His work, along with volume editors Professors Jane OhlmeyerJames Kelly and Brendan Smith, is what he calls a new synthesis, drawing on the most recent scholarship, to give what he calls this generation’s verdict on Irish history. The Cambridge History breaks new ground by focusing on issues that previous exercises of this nature largely ignored. Subject matters like sex, the environment, emotions, age are among the themes explored by this somewhat radical collection.

It is clear from our discussion that Bartlett, a schoolmate and contemporary of Gerry Adams, the former Sinn Féin President, is haunted by the impact of the Troubles in Northern Ireland and was keen to reflect that in Volume IV which covers the period from 1880 to the present day. In a wonderful photo essay, Bartlett aims and succeeds in showing the chaos and the confusion of the 30-year period of sectarian violence which blighted the troubled province.

“My photo essay, I deliberately made it confusing, I wanted minor characters UDA gunmen, IRA gunmen, men who were not normally written about but drove the fight,” he says.

Overall, reflecting on the body of work as a whole, I put it to him that there are four major themes over more than 1,500 years of Irish history – religion, violence, anti-British sentiment and poverty. He agrees but adds a fifth – emigration.

One of the most controversial aspects of the collection is the decision to come right up to the present day, which several chapters discussing matters as recent as the financial crash of a decade ago and the 2015 Marriage Equality referendum. Bartlett agrees that it is too early for proper perspective on many matters in the past 40 years, including the troubles, but it was important to be relevant to a changing Ireland.

“There is a danger that it is too recent, absolutely, that is a danger,” he says. But he points to a chapter written by father and son historians John and Paul Bew, on the North, saying it was “deliberately opinionated. No one has a handle on the past 40 years, and it will probably take 100 years for that to happen,” he says.

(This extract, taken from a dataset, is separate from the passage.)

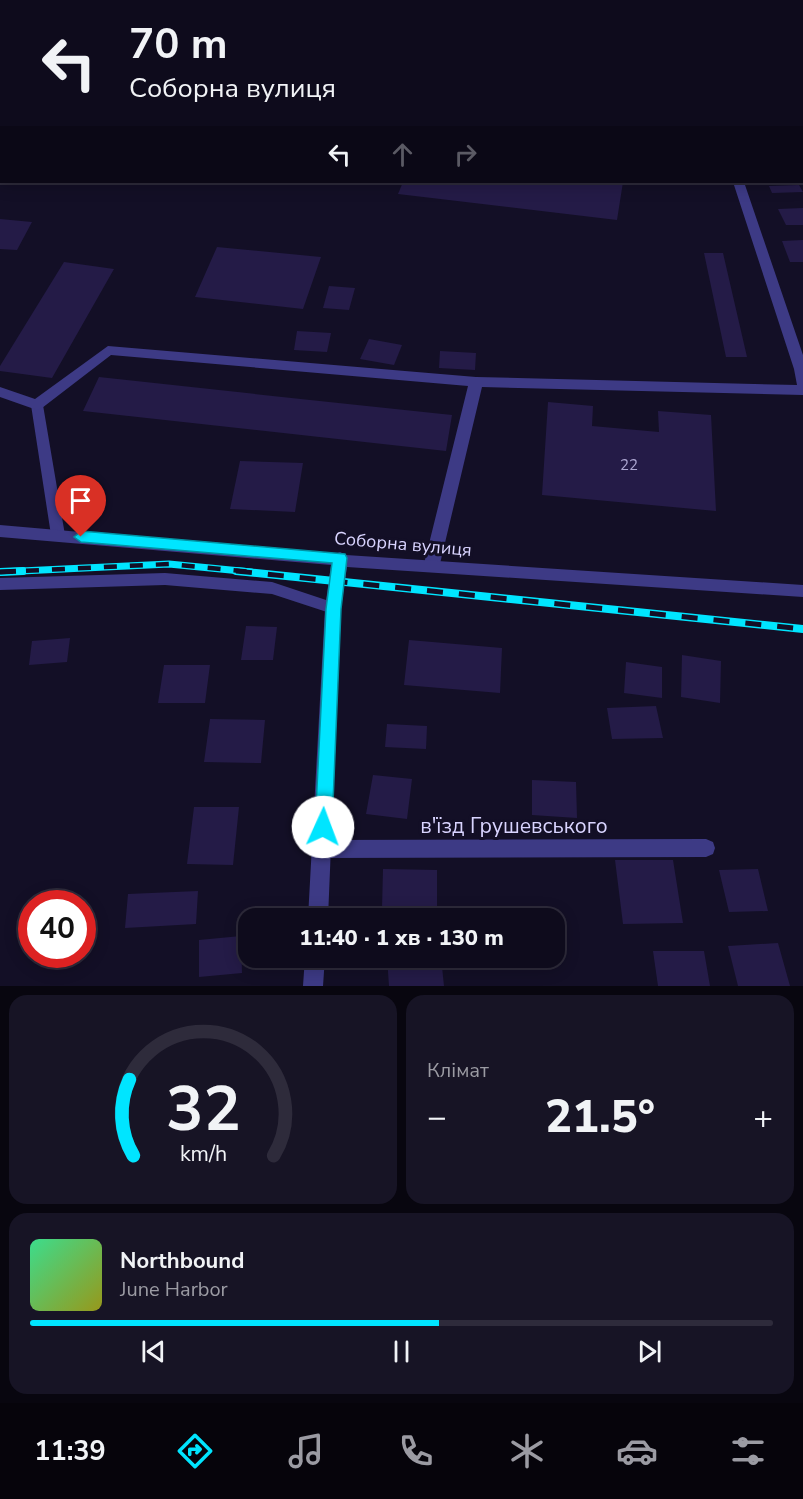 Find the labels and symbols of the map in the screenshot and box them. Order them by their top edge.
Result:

Professor Tom Bartlett was in conversation with Daniel McConnell (BA, History and Politics 2000). He is a former editor of the University Observer and is the Political Editor of the Irish Examiner.

Emigration makes and has shaped this state for the past 150 years, that has become clear. I would not have said that 40 years ago. It doesn’t explain everything but you can’t explain much without it.

Volume I: 600AD – 1550AD
Introduction of Christianity to the Scandinavian invasion:
* By the 13th century, only one-fifth of the island had regular access to town life in the late 13th century.
* “At the time of his death in 1303, one unfree tenant possessed four cows with their calves, three work horses, thirty sheep, one pig and stacks of oats, wheat, barley and turf,” Margaret Murphy writes.

Volume II: 1550AD – 1730AD
* In the 17th Century, the Ulster Plantation saw 3.6 million acres of land seized from the natives, which led to the 1641 rebellion and an onslaughts on Protestants.
* By 1703, Catholics owned 14 per cent of Irish land and penal laws meant significant restrictions on their rights.

Volume III: 1730AD – 1880AD
The Protestant Ascendancy:
* Amid international revolution and Napoleonic wars, we see the rise of republican separatism and unionism emerge…Tom Bartlett describes this time as the “crucible of modern Ireland”.
* The Act of Union to the rise of O’Connell, the plight of Catholics and a great famine dominate a dark time.
* Irish emigration was thus a global phenomenon but not necessarily all a negative one given the evidence of upward social mobility.

Volume IV: 1880AD to the present
The break with Britain to a modern independent republic:
* As the link to Britain begins to crumble, under land acts of 1881-96, the Irish Land Commission advanced £23 million to 73,000 tenants to purchase farms comprising 2.45 million acres.
* David Fitzpatrick says the Great War saw the deployment of more than 200,000 Irishmen in the “British” wartime forces which he says “dwarfed all other military enterprises in Irish history”.
* Daithi O Corráin is damning of the demise of the Catholic Church and says by the 1950s it had become a “lazy monopoly, the legacy of which is proving to be its greatest burden”.